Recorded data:
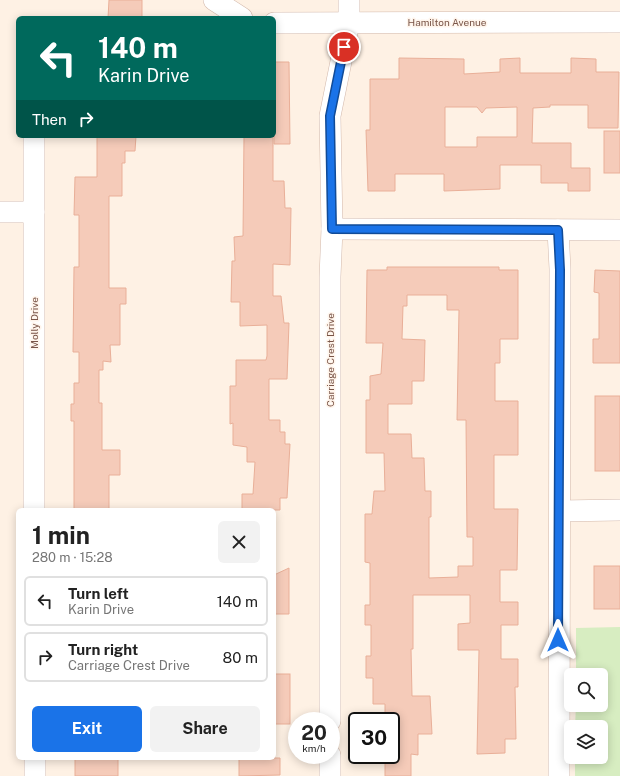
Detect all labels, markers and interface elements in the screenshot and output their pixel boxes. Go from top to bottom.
street label: Hamilton Avenue [408,16,487,28]
pin [327,30,361,64]
text: 140 m [98,31,178,64]
icon: left [32,32,84,84]
icon: arrive [333,36,355,58]
text: Karin Drive [98,65,190,86]
icon: right [75,108,97,130]
text: Then [32,111,67,128]
street label: Molly Drive [28,297,40,349]
street label: Carriage Crest Drive [324,313,336,407]
text: 1 min [32,521,90,549]
button: close [218,521,260,563]
text: 280 m · 15:28 [32,550,113,565]
text: Turn left [68,585,129,602]
icon: left [34,590,56,612]
text: 140 m [217,593,258,610]
text: Karin Drive [68,602,134,617]
position arrow [537,619,579,661]
text: Turn right [68,641,138,658]
icon: right [34,646,56,668]
text: 80 m [223,649,258,666]
text: Carriage Crest Drive [68,658,190,673]
map controls [564,668,608,764]
button: search [564,668,608,712]
button: Exit [32,706,142,752]
button: Share [150,706,260,752]
speed limit sign: 30 [348,712,400,764]
button: layers [564,720,608,764]
text: 20 [301,721,327,745]
text: km/h [302,742,326,754]

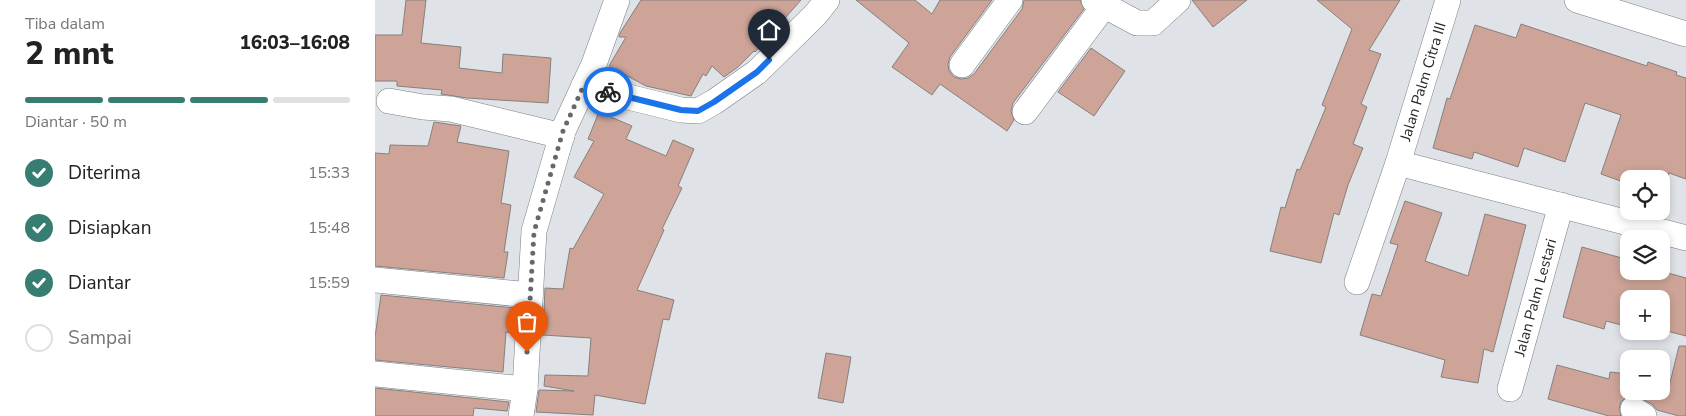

== YOUR OBJECTIVE ==
Among the lines above, please find those with "right" and copy them.

== ANSWER AREA ==
icon: right [75,108,97,130]
text: Turn right [68,641,138,658]
icon: right [34,646,56,668]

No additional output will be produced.